On-line streaming data consists of a set of additional entities and relations, together with a list of recommendation requests to be tested. In fact, entities and relations can be provided later to the computing environment (as they become available, e.g., the injection of new items). Furthermore, a set of recommendation requests is created. Each request consists of the message to be sent to the computing environment (to request a recommendation) and the expected output (i.e., the groundtruth).

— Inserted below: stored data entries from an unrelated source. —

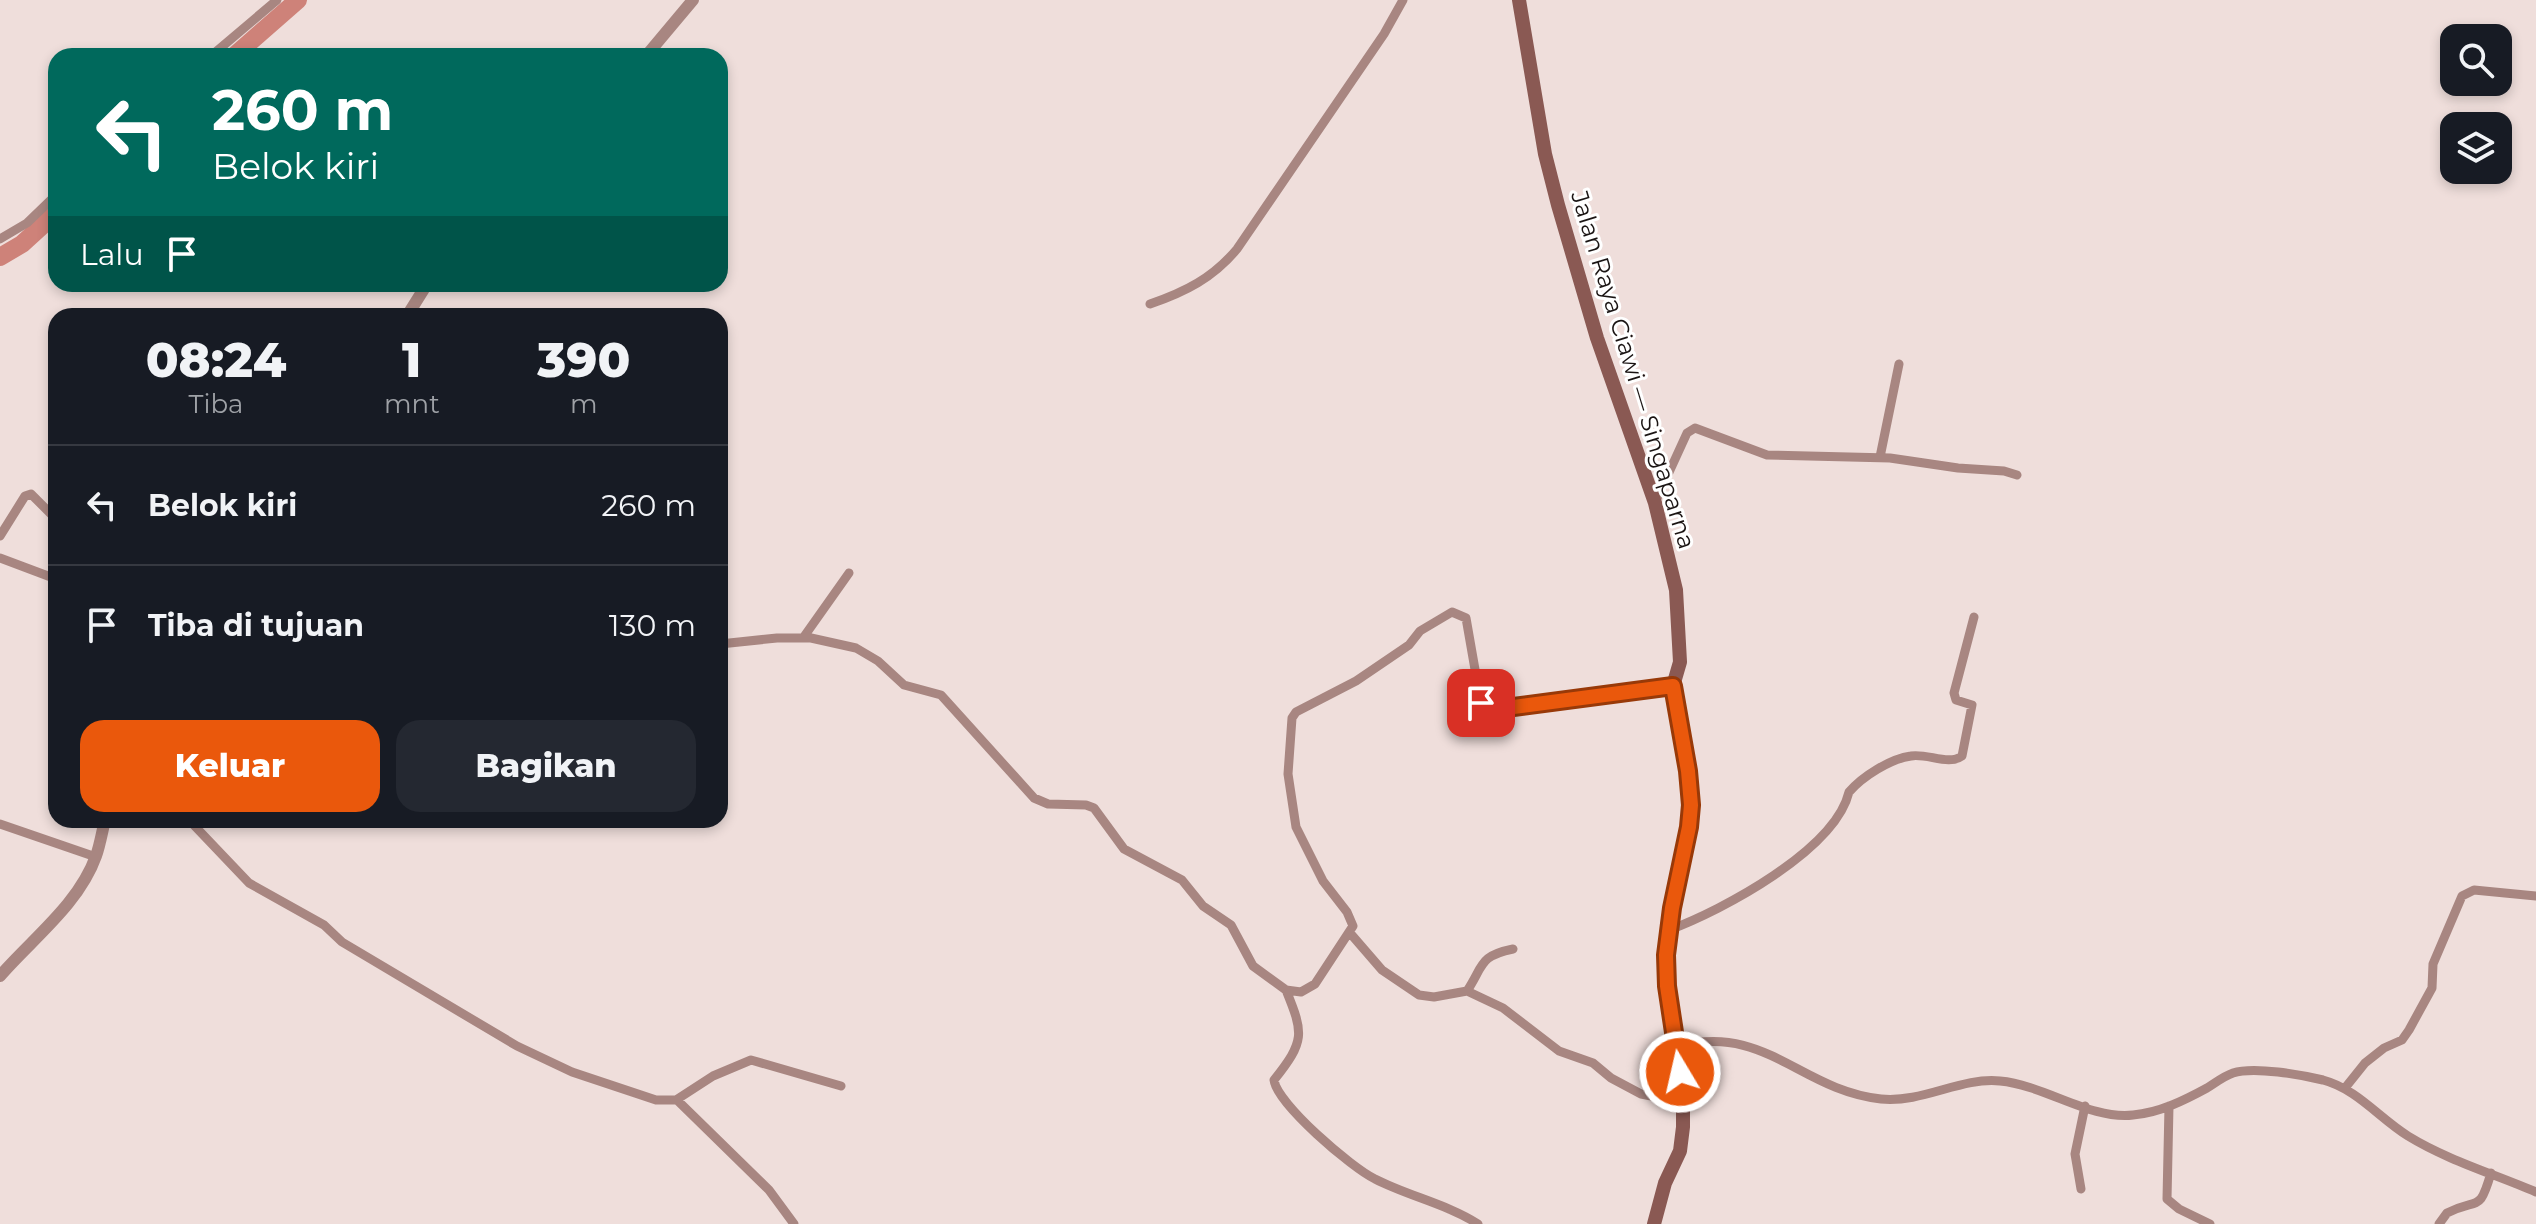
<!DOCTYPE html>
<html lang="id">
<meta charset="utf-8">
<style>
:root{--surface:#171b24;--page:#242831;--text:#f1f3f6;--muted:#9ea1a6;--line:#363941;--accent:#ea580c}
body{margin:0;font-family:Montserrat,sans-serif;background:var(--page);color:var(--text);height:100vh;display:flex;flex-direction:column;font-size:30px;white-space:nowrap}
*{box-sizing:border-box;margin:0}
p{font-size:26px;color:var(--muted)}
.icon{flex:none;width:44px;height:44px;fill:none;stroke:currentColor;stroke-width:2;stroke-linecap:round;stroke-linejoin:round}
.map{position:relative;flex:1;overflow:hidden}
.panel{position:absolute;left:48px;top:308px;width:680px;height:520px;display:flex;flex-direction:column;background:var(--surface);border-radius:24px;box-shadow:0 4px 12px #0003}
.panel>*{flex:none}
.banner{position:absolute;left:48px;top:48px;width:680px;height:244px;border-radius:24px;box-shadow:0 4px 12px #0003;background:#00695c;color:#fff;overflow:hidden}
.fabs{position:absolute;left:2440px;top:24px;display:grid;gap:16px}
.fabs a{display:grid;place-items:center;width:72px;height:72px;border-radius:16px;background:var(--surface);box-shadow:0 4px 12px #0003;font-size:40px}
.pin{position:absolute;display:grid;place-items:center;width:68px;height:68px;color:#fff;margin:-34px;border-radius:16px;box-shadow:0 4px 12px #0006}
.me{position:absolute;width:88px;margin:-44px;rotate:351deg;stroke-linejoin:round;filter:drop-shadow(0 0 6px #0008)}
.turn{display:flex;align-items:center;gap:28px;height:168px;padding:0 32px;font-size:36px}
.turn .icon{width:104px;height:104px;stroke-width:2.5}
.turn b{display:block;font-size:56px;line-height:68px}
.then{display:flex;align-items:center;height:76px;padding:0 32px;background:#0003;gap:16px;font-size:30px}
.eta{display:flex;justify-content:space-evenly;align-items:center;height:136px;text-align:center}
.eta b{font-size:48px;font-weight:800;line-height:56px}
.button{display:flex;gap:16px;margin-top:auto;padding:16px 32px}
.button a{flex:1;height:92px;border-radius:24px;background:var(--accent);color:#fff;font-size:32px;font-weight:800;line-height:92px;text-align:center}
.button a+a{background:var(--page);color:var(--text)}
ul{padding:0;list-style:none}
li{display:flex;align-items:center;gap:24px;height:120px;padding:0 32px;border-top:2px solid var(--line)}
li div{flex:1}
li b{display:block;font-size:30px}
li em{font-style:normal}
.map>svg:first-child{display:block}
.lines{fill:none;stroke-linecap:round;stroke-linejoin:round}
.river{stroke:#ce8279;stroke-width:18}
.minor{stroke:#a88681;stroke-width:9}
.tertiary{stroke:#a88681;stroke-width:12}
.secondary{stroke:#8a5953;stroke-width:14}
.route-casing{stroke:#983908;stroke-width:20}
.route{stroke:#ea580c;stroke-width:14}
.labels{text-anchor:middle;stroke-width:6;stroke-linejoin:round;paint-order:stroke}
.street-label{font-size:24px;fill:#1a1413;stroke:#fff}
</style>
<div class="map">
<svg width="2536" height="1224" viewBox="0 0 2536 1224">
<rect width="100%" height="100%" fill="#efdedb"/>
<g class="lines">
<path class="river" d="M234 56 298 0
M0 257 22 244 56 213"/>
<path class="minor" d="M211 56 277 0
M0 239 27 223 56 195
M1150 304C1185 292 1213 278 1237 249L1384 34 1403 0
M1880 457 1899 364
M1655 503 1687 433 1695 428 1767 455 1890 458 1958 468 2004 471 2017 475
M0 536 25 496 31 494 56 519
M0 558 56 579
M803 638 849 573
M720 644 777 638H811L856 648 878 661 904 685 941 695 1034 798 1048 804 1086 805 1094 808 1124 849 1182 880 1203 906 1231 925 1253 966 1286 990 1301 992 1315 984 1353 926 1347 912 1323 881 1296 827 1288 774 1292 718 1296 712 1356 681 1409 645 1420 631 1452 612 1466 618 1480 698 1487 708 1673 686
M189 820 249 883 324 925 342 942 517 1046 572 1072 656 1100H677L769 1190 794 1224
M0 824 96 857
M1669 930C1723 910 1835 850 1849 792 1863 776 1890 759 1911 756 1927 753 1949 766 1962 756L1972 705 1956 700 1954 693 1974 617
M1350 933 1382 970 1419 995 1434 997 1467 991 1503 1008 1559 1051 1593 1063 1611 1078 1641 1094 1667 1099 1683 1096
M1286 990C1304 1034 1305 1041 1274 1080 1277 1104 1352 1168 1375 1179 1408 1196 1447 1204 1478 1224
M1467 991C1484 965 1479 956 1513 949
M1676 1047C1765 1022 1799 1090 1881 1099 1924 1103 1960 1077 2000 1081 2045 1085 2090 1120 2133 1115 2159 1113 2185 1100 2207 1088 2215 1083 2224 1076 2233 1073 2254 1066 2302 1075 2323 1080 2357 1089 2379 1118 2408 1136 2447 1160 2494 1174 2536 1192
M2345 1088 2365 1063 2384 1048 2402 1040 2409 1030 2432 988 2433 964 2462 896 2474 890 2536 896
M676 1100 713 1076 751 1060 841 1086
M2169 1106 2167 1199 2179 1209 2210 1224
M2081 1189 2075 1154 2085 1106
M2439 1224 2447 1213C2479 1197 2479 1214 2491 1173"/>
<path class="tertiary" d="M646 56 693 0
M407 316 427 284
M0 976C32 939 79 904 96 856 100 845 102 832 105 820"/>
<path class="secondary" d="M1519 0 1545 154 1558 205 1597 338 1655 503 1676 590 1680 662 1673 686 1688 771 1691 805 1689 827 1672 908 1666 955 1670 1017 1683 1096V1127L1680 1151 1665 1183 1654 1224"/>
</g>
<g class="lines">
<defs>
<path id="route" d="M1481 703 1487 708 1498 709 1673 686 1688 771 1691 805 1689 827 1672 908 1666 955 1667 986 1680 1072"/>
</defs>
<use href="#route" class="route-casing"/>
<use href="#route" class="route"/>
</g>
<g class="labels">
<g class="street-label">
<text transform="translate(1633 370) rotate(73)" y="8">Jalan Raya Ciawi — Singaparna</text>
</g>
</g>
</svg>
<div class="fabs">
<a><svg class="icon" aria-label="search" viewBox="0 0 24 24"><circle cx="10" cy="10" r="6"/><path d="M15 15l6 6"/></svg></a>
<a><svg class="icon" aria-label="layers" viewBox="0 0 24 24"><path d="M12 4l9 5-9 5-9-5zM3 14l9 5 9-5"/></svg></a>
</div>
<div class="pin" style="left:1481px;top:703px;background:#d93025"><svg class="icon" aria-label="arrive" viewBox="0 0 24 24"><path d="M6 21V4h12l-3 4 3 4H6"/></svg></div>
<svg class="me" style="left:1680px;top:1072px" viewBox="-20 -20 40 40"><circle r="17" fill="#ea580c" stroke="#fff" stroke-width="3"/><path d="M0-11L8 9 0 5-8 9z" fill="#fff"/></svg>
<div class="banner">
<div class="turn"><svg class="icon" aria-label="left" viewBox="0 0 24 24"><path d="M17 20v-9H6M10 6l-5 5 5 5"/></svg><div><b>260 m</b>Belok kiri</div></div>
<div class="then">Lalu<svg class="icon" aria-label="arrive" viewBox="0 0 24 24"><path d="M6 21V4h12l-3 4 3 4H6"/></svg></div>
</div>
<section class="panel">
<div class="eta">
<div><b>08:24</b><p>Tiba</p></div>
<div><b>1</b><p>mnt</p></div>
<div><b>390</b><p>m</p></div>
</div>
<ul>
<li><svg class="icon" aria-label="left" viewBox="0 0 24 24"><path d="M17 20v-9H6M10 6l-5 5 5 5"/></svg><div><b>Belok kiri</b></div><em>260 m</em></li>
<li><svg class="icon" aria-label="arrive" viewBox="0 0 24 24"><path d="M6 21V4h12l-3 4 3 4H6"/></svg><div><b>Tiba di tujuan</b></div><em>130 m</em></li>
</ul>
<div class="button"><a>Keluar</a><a>Bagikan</a></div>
</section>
</div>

At the end of this phase, the orchestrator starts the computing enviroment and waits for its acknoledge (though the control channel, 'ready' message) notifying that the enviroment has been set up.

Data streaming

The data streaming consists of two main sequential tasks: computing environment bootstrapping and on-line evaluation.

In the fist task - computing environment bootstrapping - the orchestrator notifies the computing environment (through the control channel, 'TRAIN' message) that bootstrapping phase is starting. Therefore, the orchestrator reads the batch training data and sends it to the computing environment (through the data streaming channel, Kafka 'data' topic). The computing environment notifies the orchestrator ('OK' message) as soon as it is ready to provide recommendation, the computing environment can be aware that data is finished as soon as it receive from the queue the 'EOF' message. At this point the bootstrapping/train step is finished.

The task on-line evaluation starts immediately after bootstrapping is completed. The orchestrator notifies the computing environment (though the control channel, 'TEST' message) to be ready to serve recommendation requests. The orchestrator reads the additional entities and relations and streams them (through the data streaming channel, kafka 'data' topic) to the computing environment that has the opportunity to incremental update (if it has the right capabilities) the recommendation algorithms. In accordance to the recommendation requests created by the splitting module (during the phase data splitting) and the streaming strategy, the orchestrator sends the recommendation requests to the computing environment (through the control channel, message 'RECOMMEND'); the recommendation requests are served by the recommendation algorithm whose output is sent back to the orchestrator (through the control channel) and stored in accordance with the format described in Data format.

The recommendation output contains all the information required later by the evaluator to compute both quality and performance metrics.

The computing environment terminates when it reads the end of stream message (through the data streaming channel, 'EOF' message). At this point, the computing environment notifies the orchestrator (through the control channel, 'OK' message) that it has completed processing all received data.

At the end of this phase, the computing environment can be shut down.

Result evaluation

The last phase consists in evaluating the output of the computing environment, both in terms of quality metrics (e.g., precision/recall, RMSE, etc.) and performance metrics (e.g., response time). This phase processes the output of the computing environment stored by the orchestrator and generates a set experiment results. This tasks is performed by the evaluator.